=== Section Start ===

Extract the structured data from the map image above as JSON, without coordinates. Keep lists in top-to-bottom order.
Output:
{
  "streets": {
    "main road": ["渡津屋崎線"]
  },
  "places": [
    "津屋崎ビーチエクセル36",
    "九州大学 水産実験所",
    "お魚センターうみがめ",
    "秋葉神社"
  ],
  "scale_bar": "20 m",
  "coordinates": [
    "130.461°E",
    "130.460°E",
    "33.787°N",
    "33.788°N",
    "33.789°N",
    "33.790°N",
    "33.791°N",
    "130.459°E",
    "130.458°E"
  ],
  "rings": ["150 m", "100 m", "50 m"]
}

=== Section End ===

WORK TASK
Write the material out once more, exactly as it reads.

RESPONSE FOR THIS EXERCISE
Extract the structured data from the map image above as JSON, without coordinates. Keep lists in top-to-bottom order.
Output:
{
  "streets": {
    "main road": ["渡津屋崎線"]
  },
  "places": [
    "津屋崎ビーチエクセル36",
    "九州大学 水産実験所",
    "お魚センターうみがめ",
    "秋葉神社"
  ],
  "scale_bar": "20 m",
  "coordinates": [
    "130.461°E",
    "130.460°E",
    "33.787°N",
    "33.788°N",
    "33.789°N",
    "33.790°N",
    "33.791°N",
    "130.459°E",
    "130.458°E"
  ],
  "rings": ["150 m", "100 m", "50 m"]
}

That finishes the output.